Although Susan and the community know that feeding security staff is in no way an attempt to fully address the many problems that the COVID-19 pandemic has entrenched, this programme shows appreciation, provides a nutritious meal and boosts morale. ‘Security is of paramount importance in this country and we need to look after our “guardian angels” in every possible way.’ As Lynne Roberts, who cooked a chicken soup and spaghetti bolognaise, puts it, ‘it’s because of these men and women that we all sleep so well in our beds.’
Susan doesn’t think any less of those who choose not to participate in this particular effort. After all, giving isn’t a zero-sum game, and she rightly notes that many efforts are successfully under way to address the needs of staff unable to work. Keegan Steyn, who grew up playing golf on the estate, raised – with the DHA and Golf Committee – over R70,000 to make sure that the caddies, whom he calls his ‘extended family’, are able to eat while the golf course is closed. With the help of Richard Miller, Dainfern security, and his father, Keegan delivers food packages purchased with those funds to caddies as far flung as Pretoria and Vereeniging.
Seton Kretzmar, the owner of Six33 restaurant in the Dainfern clubhouse, has guaranteed his staff an income through the end of April. But to mitigate against the uncertain timelines of the lockdown, he has secured a loan from the SAFT Employer Relief Fund and requested that residents – many of whom have built very close relationships with the restaurant employees – donate to a fund to be distributed among the staff.
Another project that Susan runs, Bags of Love, put together hygiene packs for 56 security staff, and collects and distributes food, winter clothing, and other necessities to those who need it, including survivors of sexual violence.
Providing meals has made security staff’s lives easier under the unique challenges that lockdown presents.
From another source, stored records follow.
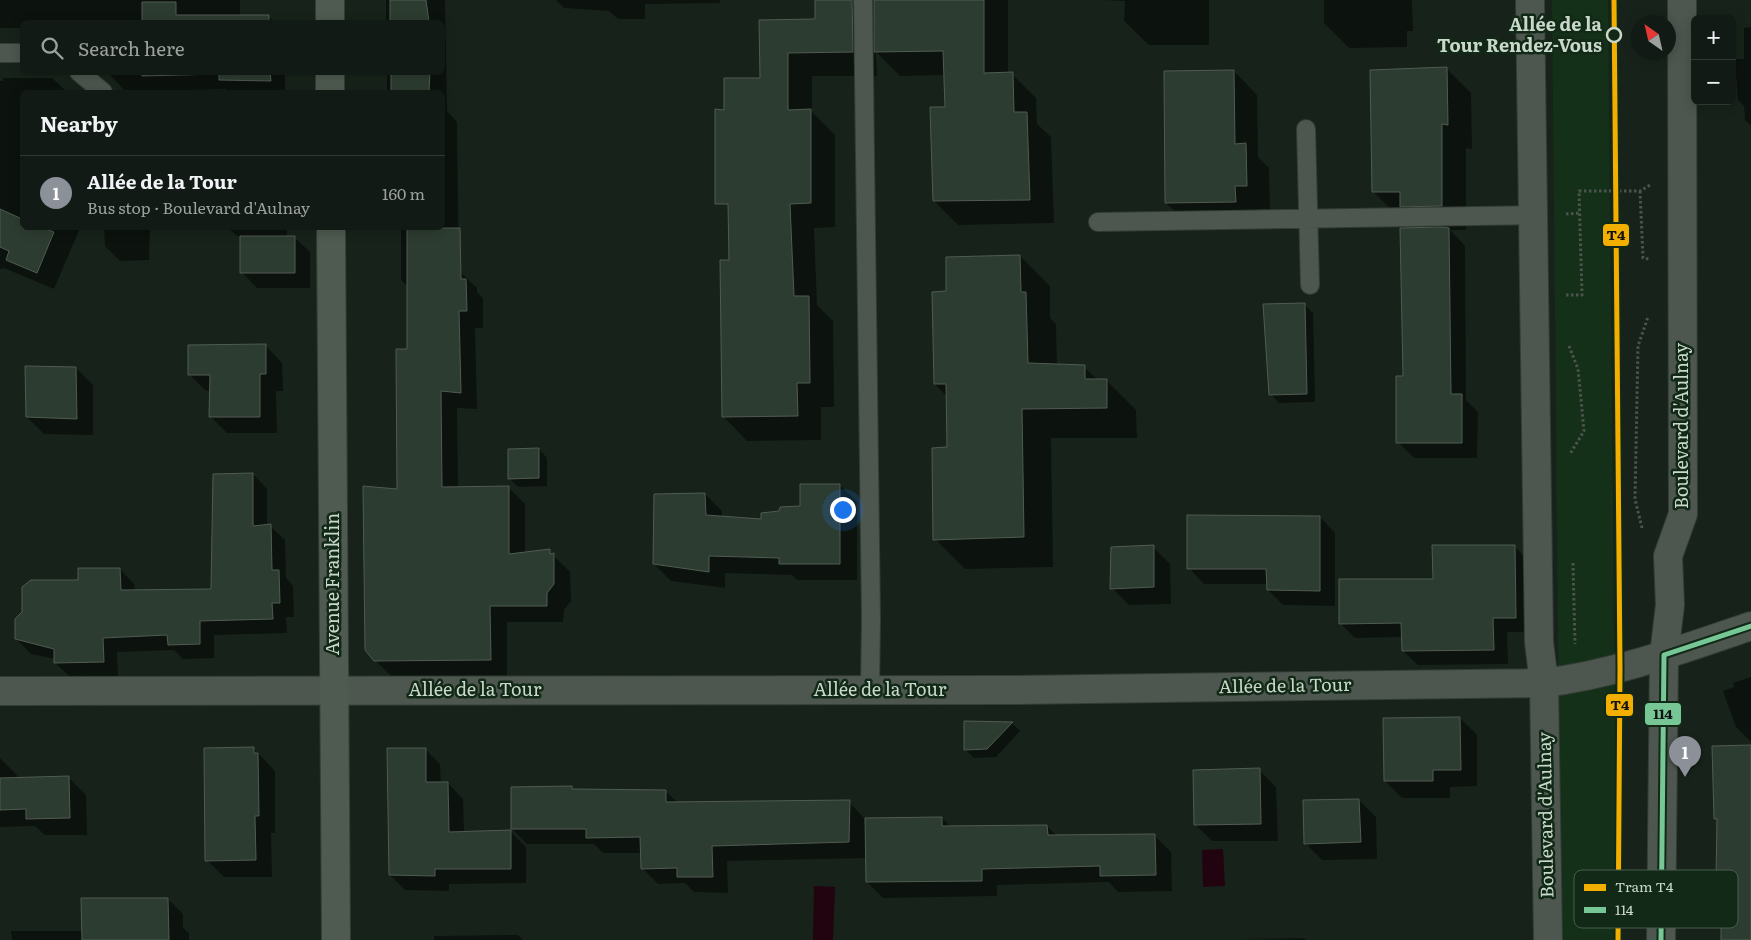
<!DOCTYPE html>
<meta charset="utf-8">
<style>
:root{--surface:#111a14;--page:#1a231d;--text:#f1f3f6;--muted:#9ca1a0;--line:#303834;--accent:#8c9099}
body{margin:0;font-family:Literata,serif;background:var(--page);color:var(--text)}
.controls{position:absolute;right:15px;top:15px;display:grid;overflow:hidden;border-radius:8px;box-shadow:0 2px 12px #0003}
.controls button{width:45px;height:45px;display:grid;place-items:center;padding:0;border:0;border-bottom:1px solid var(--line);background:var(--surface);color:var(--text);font:25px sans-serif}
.compass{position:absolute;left:1631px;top:15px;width:45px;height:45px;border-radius:50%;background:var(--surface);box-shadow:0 2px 12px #0003;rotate:326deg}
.you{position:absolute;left:842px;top:509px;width:18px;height:18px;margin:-12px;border:4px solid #fff;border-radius:50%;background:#1a73e8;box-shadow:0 0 0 8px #1a73e833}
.badge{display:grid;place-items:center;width:32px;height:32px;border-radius:50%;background:var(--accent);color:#fff;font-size:16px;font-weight:700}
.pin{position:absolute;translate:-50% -41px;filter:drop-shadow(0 1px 2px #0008)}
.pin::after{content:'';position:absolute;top:26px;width:18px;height:15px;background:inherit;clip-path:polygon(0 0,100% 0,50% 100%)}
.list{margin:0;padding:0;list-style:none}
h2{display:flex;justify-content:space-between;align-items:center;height:65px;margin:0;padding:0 20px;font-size:21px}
h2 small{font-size:16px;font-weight:400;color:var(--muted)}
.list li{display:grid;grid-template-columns:32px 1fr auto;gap:15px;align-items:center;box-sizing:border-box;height:75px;padding:0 20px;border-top:1px solid var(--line)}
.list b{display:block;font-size:19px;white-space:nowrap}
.list p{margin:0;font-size:16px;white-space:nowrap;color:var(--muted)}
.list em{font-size:16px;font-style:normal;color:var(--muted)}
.icon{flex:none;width:28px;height:28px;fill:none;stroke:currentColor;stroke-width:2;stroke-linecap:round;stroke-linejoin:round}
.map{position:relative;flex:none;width:1751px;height:940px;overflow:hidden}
.search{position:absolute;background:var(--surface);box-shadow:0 2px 12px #0003;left:20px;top:20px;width:425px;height:55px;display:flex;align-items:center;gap:12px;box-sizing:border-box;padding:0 18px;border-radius:8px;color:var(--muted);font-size:19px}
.panel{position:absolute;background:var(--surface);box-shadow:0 2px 12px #0003;left:20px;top:90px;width:425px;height:140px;border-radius:8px}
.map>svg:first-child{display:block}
.built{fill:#143019}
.water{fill:#220310}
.shadow{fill:#0007}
.building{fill:#2d3c30;stroke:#505b52}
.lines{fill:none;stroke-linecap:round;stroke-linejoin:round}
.lane-casing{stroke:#333d35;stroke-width:20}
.street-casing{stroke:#333d35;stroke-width:30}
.secondary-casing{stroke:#333d35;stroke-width:30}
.path{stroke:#4c544d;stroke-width:3;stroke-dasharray:2.5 2.5;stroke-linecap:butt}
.lane{stroke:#4d574f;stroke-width:18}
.street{stroke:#4d574f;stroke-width:28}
.secondary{stroke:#4f5b51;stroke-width:28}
.bus-1-casing{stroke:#112916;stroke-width:9}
.bus-1{stroke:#77c695;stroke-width:5}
.tram-1-casing{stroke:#112916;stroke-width:9}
.tram-1{stroke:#f2af00;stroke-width:5}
.stop-dot{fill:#112916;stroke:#c9d8ca;stroke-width:2.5}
.labels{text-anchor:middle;stroke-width:5;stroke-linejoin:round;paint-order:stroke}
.stop-label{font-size:18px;font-weight:bold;fill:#c9d8ca;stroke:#112916;text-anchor:end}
.street-label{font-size:18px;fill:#c9d8ca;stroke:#112916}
.key{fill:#112916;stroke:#485e4c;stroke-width:1}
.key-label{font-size:14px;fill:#c9d8ca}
.line-badge{stroke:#112916;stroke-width:2}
.pale-badge-label{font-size:14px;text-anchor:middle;font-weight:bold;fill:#111}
</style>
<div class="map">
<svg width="1751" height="940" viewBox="0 0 1751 940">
<rect width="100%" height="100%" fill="#17231a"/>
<path class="built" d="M1552,0H1608L1617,940H1561Z"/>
<path class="water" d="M1223,849L1225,886L1203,887L1202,850Z
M814,886L835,887L833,940H813Z"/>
<path class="shadow" d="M0,0H240V17H269L275,22H22V28H0Z
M386,0H445L447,111L457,122L459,271L477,288V292L483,298V328H475L477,409L457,408L458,488L508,487L525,504V553L549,551L570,572L571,601L564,610L563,622H507V677L393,678L375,660L399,490L409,350L408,287L401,280V228H442V92H387V72H442V22H386Z
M556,0H720V3L645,4V19H618L609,11L564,8Z
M816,0H1008V74H1012L1036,98L1037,124L1051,137L1054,223L958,225L934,201L946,108L945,75L900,76L876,52L877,76H812V112L835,135V227L814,228L817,305L833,321L834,407H821V440L747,441L723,416L730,261L762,186L761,21L817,20Z
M1103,0H1209V45H1149L1124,21L1125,1Z
M1324,0H1412L1413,31H1407V47L1349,48L1324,23Z
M1751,27V126L1745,120L1744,106L1738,100L1735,59H1744V28Z
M1447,69L1471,93L1472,149L1466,148V230H1450L1465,246L1466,400L1478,412L1477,458H1414L1398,442L1425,229L1412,216H1397L1373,191Z
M1234,71L1257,95L1258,157L1269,168L1270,209H1258L1259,225L1190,226L1166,203Z
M111,72H285V92H226V89L126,92L111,76Z
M3,78H52L67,92H22V228H80L54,289L4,268L0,269V81H3Z
M104,228H150L149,260L120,261L105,246Z
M228,228H287V237H294L310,252V288H257L242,272L241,236H237Z
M1020,256L1050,286V318L1056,324L1057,366L1084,367L1098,380H1106L1136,410L1137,438H1051L1053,567L965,569L935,539L948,448L947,397L935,384L948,293Z
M1304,304L1313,313L1315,402L1279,403L1271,394Z
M266,346L282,363L283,391H276L277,433H227L210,416L211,391H206L189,374Z
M76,368L93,385V435L44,434L27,417Z
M539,449L547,458V486L518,487L509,478Z
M253,474L267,489V526H270L285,540L286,578L293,586L294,617H286L287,633L214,635V658L183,659L174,650L117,652L118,677H70L55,663V659L31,654L16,639L79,581L120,569L134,584L135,591L212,590Z
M840,485L857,502V580H797L792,575L725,573V588L671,581L654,564L705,494L722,511V518L762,520L801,508Z
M1320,517L1335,533V606L1283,605L1268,590V584H1204L1189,568Z
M1153,547L1170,564L1171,604L1129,605L1112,588Z
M1515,547L1529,561L1530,632H1507L1508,664L1418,665L1403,651V637L1355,638L1340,623L1434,580Z
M1751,677V742L1736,727L1723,691L1734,687L1733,683Z
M1460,718L1477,735V786L1450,787V798H1402L1385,781Z
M1012,723L1020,731L996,757L974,758L965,749Z
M253,748L275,771V833H271L272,877H224L207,860Z
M425,749L440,764L441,784L448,783L463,799L464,833L510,831L526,847V883L449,884V891L405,890L390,875Z
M0,758L17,775V779L69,778L86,795L87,835H45L35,826L0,827Z
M1259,770L1276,787L1278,841H1212L1195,824Z
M571,787L574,790L665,791L678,803L849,802L865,819L942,818L951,827L1047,826L1057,836L1154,835L1171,852L1172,891L1118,892L1109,882L997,885V896L883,898L867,882V858L727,861L728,893L694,892L685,883L658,884L642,868V853H603L594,844H527L512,829Z
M1359,800L1376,817L1377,859L1322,860L1305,843Z
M168,899L183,914V928L189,933V940H12L11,931H83L82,900Z
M518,935L523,940H434V936Z
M1304,938L1306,940L1238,939Z"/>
<path class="building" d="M390,0H426L429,22H390Z
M815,0H852L853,52L788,53V110L811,109V203L790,204L794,296H809L810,383H797L798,416L722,417L720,260H729L728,204H715V109L724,110V78H760L759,20L815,19Z
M874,0H984V73L1013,72L1014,112H1027L1030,200L933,201L930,107H945L943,51L874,52Z
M142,2H176V15H269V22H142Z
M1447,67L1448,125L1442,124V206L1400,207V192H1372L1370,70Z
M1234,70L1235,144L1246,143L1247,186H1235L1236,202L1165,203L1164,71Z
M142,72H270L271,81L219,80V74L142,76Z
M391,72H430L429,92H391Z
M0,209L22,219V228H43L54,232L37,273L6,260L9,251L0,247Z
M1442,227L1449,228L1451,394H1462V443H1396V376H1403L1400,228Z
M407,228H460L461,279H466L467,311H459L461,393L441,391L442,487L509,486V554L550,549V554L554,553V584L547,593V606H490L491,660L374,661L365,650L363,486L397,489L396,349H407Z
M240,236H295V273H240Z
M1020,255L1021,292H1026L1028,363L1085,365V379H1107V408L1022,409L1024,537L933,540L932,448L947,447L946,384H934L932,292L946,291V257Z
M1305,303L1307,394L1269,395L1263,304Z
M266,344V374H260V417H209L210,375H188V345Z
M25,366L76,367L77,419L26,417Z
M539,448V478L508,479V449Z
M253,473V526L271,524L272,570H279L280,603H272L273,619L200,621V644L168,645L167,635L103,638L104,662L54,663V649L15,639V619L22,612V587L31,580H78V568H120L121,590L211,589L213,474Z
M800,484H840V564H779V558L709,556V572L653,564L654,494L705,493L706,515L761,519V513L779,511L780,507L800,506Z
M1187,515L1320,516V591L1267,590L1266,569H1187Z
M1154,545V587L1110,589L1111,547Z
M1432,545H1515L1516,618H1493L1494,650L1402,651L1401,623L1339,624V579H1433Z
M1460,717L1461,770H1433V781H1384L1383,718Z
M964,721L1013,722L987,749L964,750Z
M1751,745V940H1721V918L1710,899V885L1716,879L1717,819H1714L1712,746Z
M254,747V753H258L259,816H255L256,860L205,861L204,748Z
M387,748H426V782H448L449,832L511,830V869H435V876L389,875Z
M1260,768L1261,824L1194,825L1193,770Z
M69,776L70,818L26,819V809L0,810V778Z
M572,786V789L666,790V802L850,800L849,842L712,846L713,877H677V868L641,869L640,837L586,838V829H511V787Z
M1359,799L1361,842L1304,844L1303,800Z
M942,817V826L1047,825L1048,835L1155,834L1156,875L1100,876V866L982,869V881L866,882L865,818Z
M81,898H168L169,940H82Z"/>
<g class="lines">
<defs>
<path id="lane" d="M863,0L871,619L870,690
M0,53H22
M79,72L103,92
M1306,129L1310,285
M1098,222L1534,215"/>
<path id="street" d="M1530,0L1539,642L1544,683L1548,940
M0,691L1012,690L1544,683C1616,674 1683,649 1751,626
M1661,940L1664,655L1670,605L1668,556L1683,514L1682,0"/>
<path id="secondary" d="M330,0V22
M330,72V92
M331,228L336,940"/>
</defs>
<use href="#lane" class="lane-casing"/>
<use href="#street" class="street-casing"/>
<use href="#secondary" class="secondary-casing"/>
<path class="path" d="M1640,191L1643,258L1649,259
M1566,214L1580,213
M1566,295H1582L1579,191H1640L1650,185
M1569,346L1578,369L1584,431L1570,454
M1642,528L1635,499L1638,346L1648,317
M1573,563L1575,644"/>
<use href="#lane" class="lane"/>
<use href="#street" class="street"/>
<use href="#secondary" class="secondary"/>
<defs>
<path id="bus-1" d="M1661,940L1664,655L1751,626"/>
</defs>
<use href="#bus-1" class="bus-1-casing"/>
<use href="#bus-1" class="bus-1"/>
<defs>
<path id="tram-1" d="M1614,0L1620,669L1618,940"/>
</defs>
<use href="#tram-1" class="tram-1-casing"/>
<use href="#tram-1" class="tram-1"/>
</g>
<circle class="stop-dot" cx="1614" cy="35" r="7"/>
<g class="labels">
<g class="stop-label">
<text x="1602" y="31">Allée de la<tspan x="1602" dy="21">Tour Rendez-Vous</tspan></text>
</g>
<g class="street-label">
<text transform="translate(1682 426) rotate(-90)" y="6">Boulevard d'Aulnay</text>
<text transform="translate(333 584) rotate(-90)" y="6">Avenue Franklin</text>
<text transform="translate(1285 686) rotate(-1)" y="6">Allée de la Tour</text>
<text x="475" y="696">Allée de la Tour</text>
<text x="880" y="696">Allée de la Tour</text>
<text transform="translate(1546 815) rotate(-91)" y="6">Boulevard d'Aulnay</text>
</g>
</g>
<rect x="1574" y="870" width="164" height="58" rx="8" class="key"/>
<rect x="1584" y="884" width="22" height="7" fill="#f2af00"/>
<rect x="1584" y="907" width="22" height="6" fill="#77c695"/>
<g class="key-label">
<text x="1615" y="892">Tram T4</text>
<text x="1615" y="915">114</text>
</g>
<g class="line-badge">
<rect x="1602" y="223" width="28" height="24" rx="5" fill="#f2af00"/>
<rect x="1605" y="693" width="29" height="24" rx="5" fill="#f2af00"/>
<rect x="1644" y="702" width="38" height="24" rx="5" fill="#77c695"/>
</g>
<g class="pale-badge-label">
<text x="1616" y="240">T4</text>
<text x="1620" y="710">T4</text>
<text x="1663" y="719">114</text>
</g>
</svg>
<div class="controls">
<button>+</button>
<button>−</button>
</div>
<svg class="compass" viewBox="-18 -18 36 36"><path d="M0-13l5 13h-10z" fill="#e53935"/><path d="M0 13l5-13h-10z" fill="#9ca1a0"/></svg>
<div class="you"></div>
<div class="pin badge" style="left:1685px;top:777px">1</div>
<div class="search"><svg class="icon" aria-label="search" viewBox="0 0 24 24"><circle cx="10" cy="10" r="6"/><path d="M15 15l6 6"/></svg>Search here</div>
<section class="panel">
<h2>Nearby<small></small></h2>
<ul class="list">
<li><span class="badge">1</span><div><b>Allée de la Tour</b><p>Bus stop · Boulevard d'Aulnay</p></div><em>160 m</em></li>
</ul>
</section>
</div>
I spoke to Patrick Nxumalo, a member of the staff, some hours after his lunch of boerie rolls, curry and rice, and swiss roll. He told me that knowing that there will be a meal gives him peace of mind especially when he works overnight: ‘When I knock off from the night shift, I pass by the shopping centre and you find that already there’s a long queue. It’s so long it even goes outside of the mall. If I stand in that queue, I get home later and don’t get enough time to rest before coming back to work. That’s a problem.’ Many residents, he said, drop off staples like mealie meal and sugar at the gatehouses, which the staff share, ‘so if you have failed to shop, you find that there’s at least something to eat in the house. We feel that our hard work is being appreciated. And that also helps during this lockdown,’ Patrick told me. And the meals add variety to the monotony of lockdown, bringing with them the presence of residents in the absence of their faces going in and out of the gates. When I asked him what his favourite meals were, he chuckled: ‘There’s one thing that I never had before that was nice: lasagne. And I’ve been really enjoying the beans cooked with meat.’ Additional meals are used to spread the goodwill beyond the gates. Every evening food is taken to the security staff outside Dainfern College, and then to the top of the road leading to Dainfern for the Broadacres Drive Association security staff to finish.
All efforts and donations are important at present. But it appears that taking the time to cook food oneself and share it with others is especially valuable in creating what resident Nasrin Sh. Mesgari calls ‘a sense of belonging and bonding.’ To Susan and the residents who have contributed, and to the security staff, it is these shows of gratitude and labours of love – however small in the grand scheme of things – that will see their community through these difficult times.